Saved data entries:

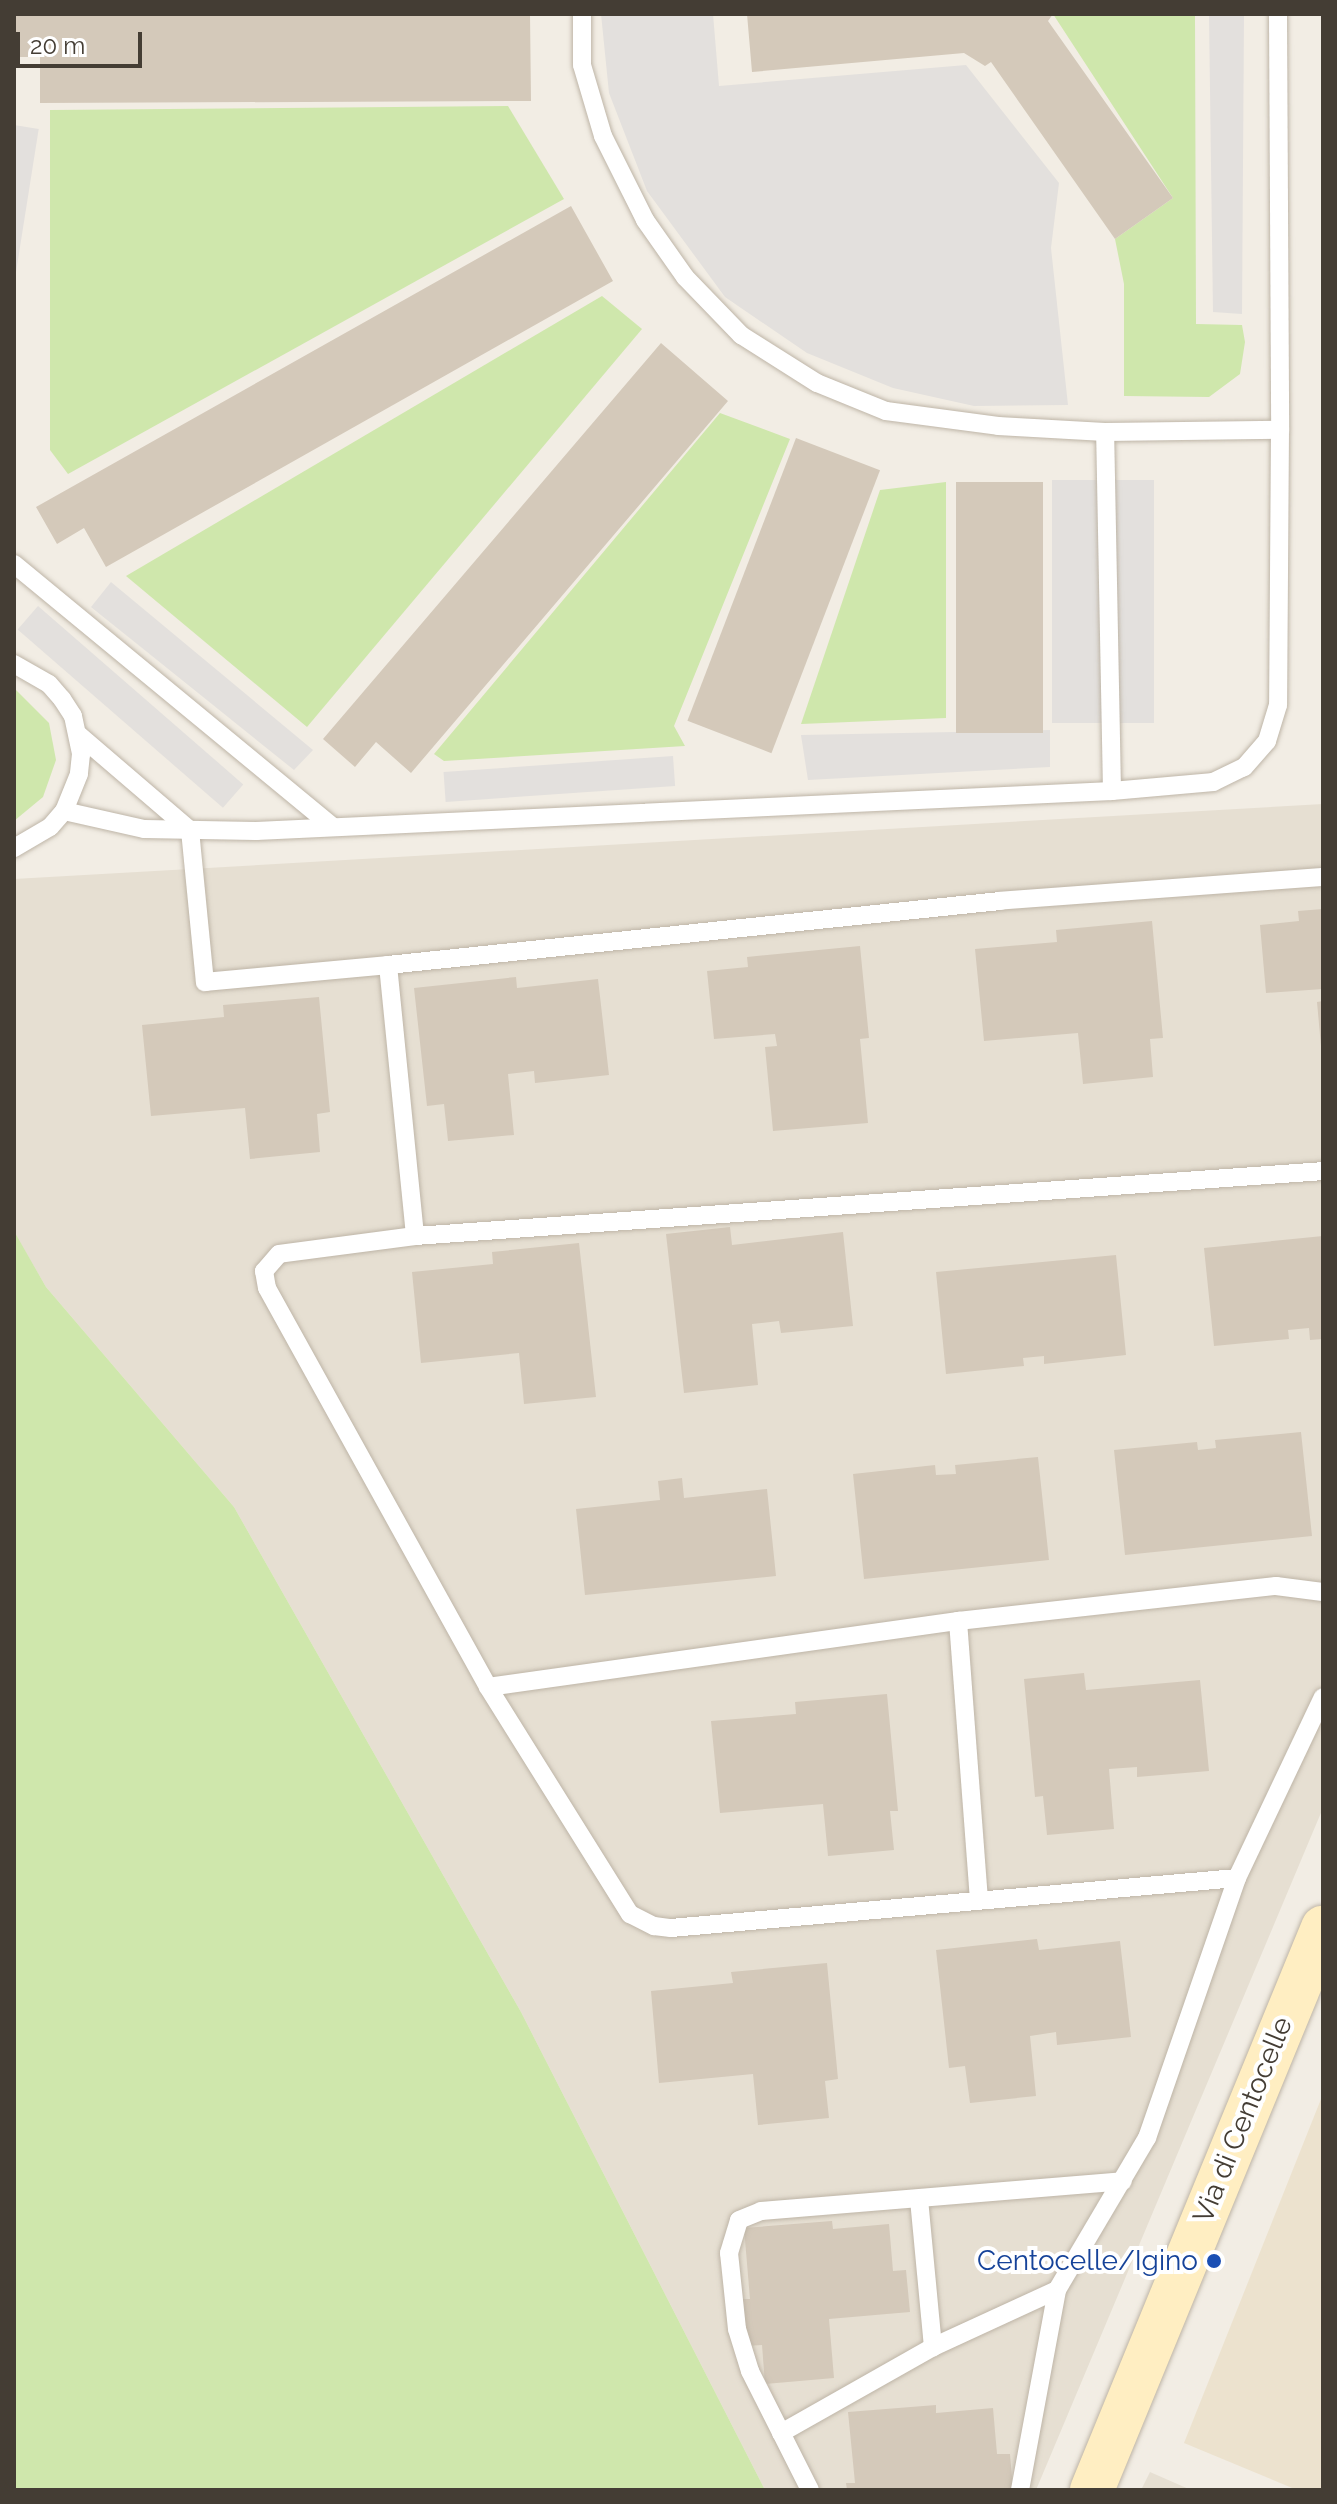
<!DOCTYPE html>
<style>
body{margin:0}
#map{position:relative;width:1337px;height:2504px;overflow:hidden;background:#f2ede4;font-family:Raleway,sans-serif}
div>[style]{position:absolute}
[style*='--x']{left:calc(var(--x)*1px);top:calc(var(--y)*1px);width:calc(var(--w)*1px);rotate:calc(var(--a)*1deg)}
.residential>*{inset:0;background:#e6dfd2}
.education>*{inset:0;background:#ece2ce}
.green>*{inset:0;background:#cfe7ac}
.parking>*{inset:0;background:#e3e0dd;transform-origin:0 0}
.building>*{inset:0;background:#d4c9ba;transform-origin:0 0}
.roads{filter:drop-shadow(0 0 2px #beb5a7) drop-shadow(0 0 2px #beb5a7)}
.lane>*{height:18px;margin:-9px;padding:0 9px;transform-origin:9px;border-radius:9px;background:#fff}
.secondary>*{height:44px;margin:-22px;padding:0 22px;transform-origin:22px;border-radius:22px;background:#ffeec2}
.dots>*{width:22px;height:22px;translate:-50% -50%;box-sizing:border-box;border:4px solid #fff;border-radius:50%}
span{translate:-50% -50%;white-space:nowrap;text-align:center;line-height:1.15;-webkit-text-stroke:8px #fff;paint-order:stroke}
.street-label{font-size:28px;color:#443d34}
.transit-label{font-size:28px;color:#164399}
.right{translate:-100% -50%;text-align:right}
.frame{position:absolute;inset:0;border:16px solid #443d34;pointer-events:none}
.scale{position:absolute;left:16px;top:32px;width:126px;height:36px;box-sizing:border-box;border:4px solid #443d34;border-top:0;padding-left:10px;font-size:24px;line-height:28px;white-space:nowrap;color:#443d34;-webkit-text-stroke:6px #fff;paint-order:stroke}
</style>
<div id="map">
<div class="residential">
<div style="clip-path:polygon(1323px 804px,1323px 1808px,1036px 2490px,765px 2490px,521px 2012px,234px 1507px,46px 1287px,14px 1232px,14px 879px)"></div>
<div style="clip-path:polygon(1150px 2472px,1191px 2490px,1141px 2490px)"></div>
</div>
<div class="education">
<div style="clip-path:polygon(1323px 2094px,1323px 2490px,1297px 2490px,1184px 2443px)"></div>
</div>
<div class="green">
<div style="clip-path:polygon(1053px 14px,1195px 14px,1196px 324px,1242px 325px,1245px 342px,1240px 374px,1209px 397px,1124px 396px,1124px 284px,1115px 239px,1173px 198px)"></div>
<div style="clip-path:polygon(508px 106px,564px 199px,68px 474px,50px 450px,50px 110px)"></div>
<div style="clip-path:polygon(602px 296px,642px 329px,307px 727px,126px 576px)"></div>
<div style="clip-path:polygon(720px 413px,790px 439px,674px 726px,685px 746px,444px 761px,434px 754px)"></div>
<div style="clip-path:polygon(946px 482px,946px 718px,801px 724px,880px 490px)"></div>
<div style="clip-path:polygon(14px 688px,49px 723px,56px 760px,43px 797px,14px 821px)"></div>
<div style="clip-path:polygon(14px 1231px,46px 1287px,234px 1507px,521px 2012px,765px 2490px,14px 2490px)"></div>
</div>
<div class="parking">
<div style="clip-path:polygon(601px 14px,713px 14px,719px 86px,966px 65px,1059px 183px,1051px 248px,1068px 405px,974px 406px,893px 388px,807px 353px,725px 297px,647px 191px,609px 93px)"></div>
<div style="clip-path:polygon(1209px 14px,1244px 14px,1242px 314px,1213px 312px)"></div>
<div style="left:14px;top:125px;width:25px;height:324px;rotate:9deg"></div>
<div style="left:1154px;top:480px;width:243px;height:102px;rotate:90deg"></div>
<div style="clip-path:polygon(111px 582px,313px 750px,294px 770px,91px 607px)"></div>
<div style="left:38px;top:606px;width:272px;height:31px;rotate:41deg"></div>
<div style="clip-path:polygon(1050px 730px,1050px 767px,808px 780px,801px 735px)"></div>
<div style="left:673px;top:756px;width:30px;height:230px;rotate:86deg"></div>
</div>
<div class="building">
<div style="clip-path:polygon(530px 14px,531px 101px,40px 103px,40px 57px,14px 57px,14px 15px)"></div>
<div style="clip-path:polygon(747px 14px,1053px 14px,1048px 21px,1173px 198px,1115px 239px,991px 62px,985px 66px,964px 53px,752px 72px)"></div>
<div style="clip-path:polygon(571px 206px,613px 281px,106px 567px,84px 528px,57px 544px,36px 507px)"></div>
<div style="clip-path:polygon(661px 343px,728px 401px,411px 773px,376px 742px,355px 767px,323px 739px)"></div>
<div style="left:796px;top:438px;width:90px;height:303px;rotate:21deg"></div>
<div style="left:1043px;top:482px;width:251px;height:87px;rotate:90deg"></div>
<div style="clip-path:polygon(1323px 909px,1323px 989px,1266px 993px,1260px 925px,1299px 921px,1298px 911px)"></div>
<div style="clip-path:polygon(1152px 921px,1163px 1038px,1150px 1039px,1153px 1077px,1083px 1084px,1078px 1033px,984px 1041px,975px 949px,1057px 942px,1056px 930px)"></div>
<div style="clip-path:polygon(860px 946px,869px 1038px,860px 1039px,868px 1123px,773px 1131px,765px 1047px,777px 1046px,775px 1034px,714px 1039px,707px 971px,748px 967px,747px 957px)"></div>
<div style="clip-path:polygon(516px 977px,517px 988px,598px 979px,609px 1075px,535px 1083px,534px 1071px,508px 1074px,514px 1135px,448px 1141px,444px 1104px,427px 1106px,414px 988px)"></div>
<div style="clip-path:polygon(319px 997px,330px 1112px,317px 1114px,320px 1152px,250px 1159px,245px 1108px,151px 1116px,142px 1025px,224px 1017px,223px 1005px)"></div>
<div style="clip-path:polygon(1323px 1001px,1323px 1046px,1321px 1046px,1317px 1002px)"></div>
<div style="clip-path:polygon(730px 1227px,732px 1245px,843px 1232px,853px 1326px,781px 1333px,779px 1321px,752px 1324px,758px 1385px,684px 1393px,666px 1234px)"></div>
<div style="clip-path:polygon(1323px 1236px,1323px 1339px,1310px 1340px,1309px 1328px,1288px 1330px,1289px 1339px,1214px 1346px,1204px 1248px)"></div>
<div style="clip-path:polygon(579px 1243px,596px 1397px,524px 1404px,519px 1353px,421px 1363px,412px 1272px,493px 1264px,492px 1252px)"></div>
<div style="clip-path:polygon(1116px 1255px,1126px 1355px,1044px 1364px,1044px 1356px,1023px 1358px,1024px 1366px,946px 1374px,936px 1272px)"></div>
<div style="clip-path:polygon(1301px 1432px,1312px 1536px,1125px 1555px,1114px 1450px,1197px 1442px,1198px 1450px,1216px 1448px,1215px 1440px)"></div>
<div style="clip-path:polygon(1038px 1457px,1049px 1560px,864px 1579px,853px 1474px,935px 1465px,936px 1475px,956px 1474px,955px 1465px)"></div>
<div style="clip-path:polygon(682px 1478px,684px 1498px,767px 1489px,776px 1576px,585px 1595px,576px 1509px,660px 1500px,658px 1481px)"></div>
<div style="clip-path:polygon(1084px 1673px,1086px 1690px,1200px 1680px,1209px 1771px,1137px 1777px,1137px 1767px,1109px 1769px,1114px 1829px,1047px 1835px,1043px 1796px,1035px 1797px,1024px 1679px)"></div>
<div style="clip-path:polygon(887px 1694px,898px 1811px,890px 1811px,894px 1850px,828px 1856px,823px 1804px,720px 1813px,711px 1721px,796px 1714px,795px 1702px)"></div>
<div style="clip-path:polygon(1037px 1939px,1039px 1950px,1120px 1941px,1131px 2037px,1057px 2045px,1056px 2032px,1030px 2036px,1036px 2096px,970px 2103px,965px 2066px,949px 2068px,936px 1950px)"></div>
<div style="clip-path:polygon(827px 1963px,838px 2079px,825px 2081px,829px 2118px,758px 2125px,753px 2074px,659px 2083px,651px 1991px,733px 1983px,731px 1972px)"></div>
<div style="clip-path:polygon(832px 2221px,833px 2229px,889px 2224px,893px 2271px,906px 2270px,910px 2312px,829px 2319px,834px 2378px,765px 2384px,762px 2345px,746px 2346px,742px 2299px,750px 2299px,744px 2228px)"></div>
<div style="clip-path:polygon(936px 2405px,936px 2413px,993px 2408px,997px 2454px,1010px 2454px,1013px 2490px,847px 2490px,846px 2483px,855px 2483px,848px 2412px)"></div>
</div>
<div class="roads">
<div class="lane">
<div style="--x:582;--y:14;--w:51;--a:90"></div>
<div style="--x:582;--y:65;--w:74;--a:73.5"></div>
<div style="--x:603;--y:136;--w:94;--a:63.4"></div>
<div style="--x:645;--y:220;--w:70;--a:54.9"></div>
<div style="--x:685;--y:277;--w:81;--a:46"></div>
<div style="--x:741;--y:335;--w:90;--a:32.3"></div>
<div style="--x:817;--y:383;--w:74;--a:22.1"></div>
<div style="--x:886;--y:411;--w:113;--a:7.6"></div>
<div style="--x:998;--y:426;--w:107;--a:3.2"></div>
<div style="--x:1105;--y:432;--w:175;--a:-0.7"></div>
<div style="--x:1280;--y:430;--w:275;--a:90.4"></div>
<div style="--x:1278;--y:705;--w:38;--a:107"></div>
<div style="--x:1267;--y:741;--w:35;--a:131"></div>
<div style="--x:1244;--y:767;--w:34;--a:154"></div>
<div style="--x:1213;--y:782;--w:101;--a:174.9"></div>
<div style="--x:1112;--y:791;--w:359;--a:-91.1"></div>
<div style="--x:1278;--y:14;--w:416;--a:89.7"></div>
<div style="--x:14;--y:564;--w:413;--a:39.5"></div>
<div style="--x:14;--y:664;--w:40;--a:29.7"></div>
<div style="--x:49;--y:684;--w:20;--a:49"></div>
<div style="--x:62;--y:699;--w:20;--a:57"></div>
<div style="--x:73;--y:716;--w:39;--a:78"></div>
<div style="--x:81;--y:754;--w:20;--a:96"></div>
<div style="--x:79;--y:774;--w:40;--a:112"></div>
<div style="--x:64;--y:811;--w:21;--a:131"></div>
<div style="--x:50;--y:827;--w:42;--a:149.7"></div>
<div style="--x:79;--y:735;--w:146;--a:40.6"></div>
<div style="--x:190;--y:830;--w:153;--a:84.4"></div>
<div style="--x:205;--y:982;--w:184;--a:-5.3"></div>
<div style="--x:64;--y:811;--w:82;--a:12.7"></div>
<div style="--x:144;--y:829;--w:112;--a:1"></div>
<div style="--x:256;--y:831;--w:857;--a:-2.68"></div>
<div style="--x:1323;--y:877;--w:324;--a:175.8"></div>
<div style="--x:1000;--y:901;--w:615;--a:174.03"></div>
<div style="--x:388;--y:965;--w:272;--a:84.3"></div>
<div style="--x:415;--y:1236;--w:910;--a:-4.09"></div>
<div style="--x:415;--y:1236;--w:137;--a:172.5"></div>
<div style="--x:279;--y:1254;--w:23;--a:131"></div>
<div style="--x:264;--y:1271;--w:17;--a:80"></div>
<div style="--x:267;--y:1288;--w:456;--a:61"></div>
<div style="--x:488;--y:1687;--w:268;--a:58"></div>
<div style="--x:630;--y:1914;--w:27;--a:27"></div>
<div style="--x:654;--y:1926;--w:17;--a:7"></div>
<div style="--x:671;--y:1928;--w:568;--a:-5.05"></div>
<div style="--x:958;--y:1621;--w:278;--a:85.7"></div>
<div style="--x:488;--y:1687;--w:475;--a:-8"></div>
<div style="--x:958;--y:1621;--w:320;--a:-6.3"></div>
<div style="--x:1276;--y:1586;--w:47;--a:7.3"></div>
<div style="--x:919;--y:2199;--w:149;--a:84.6"></div>
<div style="--x:781;--y:2433;--w:175;--a:-29.5"></div>
<div style="--x:933;--y:2347;--w:136;--a:-24.7"></div>
<div style="--x:810;--y:2490;--w:133;--a:-116.8"></div>
<div style="--x:750;--y:2371;--w:44;--a:-107.2"></div>
<div style="--x:737;--y:2329;--w:76;--a:-96"></div>
<div style="--x:729;--y:2253;--w:34;--a:-73"></div>
<div style="--x:739;--y:2220;--w:24;--a:-22"></div>
<div style="--x:761;--y:2211;--w:363;--a:-4.7"></div>
<div style="--x:1020;--y:2490;--w:203;--a:-79.5"></div>
<div style="--x:1057;--y:2290;--w:177;--a:-59.4"></div>
<div style="--x:1147;--y:2138;--w:275;--a:-70.9"></div>
<div style="--x:1237;--y:1878;--w:200;--a:-64.6"></div>
</div>
<div class="secondary">
<div style="--x:1092;--y:2490;--w:608;--a:-67.66"></div>
</div>
</div>
<div class="dots">
<div style="left:1214px;top:2261px;background:#1a4fb4"></div>
</div>
<div class="street-label">
<span style="left:1243px;top:2120px;rotate:-68deg">Via di Centocelle</span>
</div>
<div class="transit-label">
<span class="right" style="left:1198px;top:2261px">Centocelle/Igino</span>
</div>
<div class="frame"></div>
<div class="scale">20 m</div>
</div>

• [Task description]: Extract every line containing the string "paint" from the data above.

• [Solved exercise]:
span{translate:-50% -50%;white-space:nowrap;text-align:center;line-height:1.15;-webkit-text-stroke:8px #fff;paint-order:stroke}
.scale{position:absolute;left:16px;top:32px;width:126px;height:36px;box-sizing:border-box;border:4px solid #443d34;border-top:0;padding-left:10px;font-size:24px;line-height:28px;white-space:nowrap;color:#443d34;-webkit-text-stroke:6px #fff;paint-order:stroke}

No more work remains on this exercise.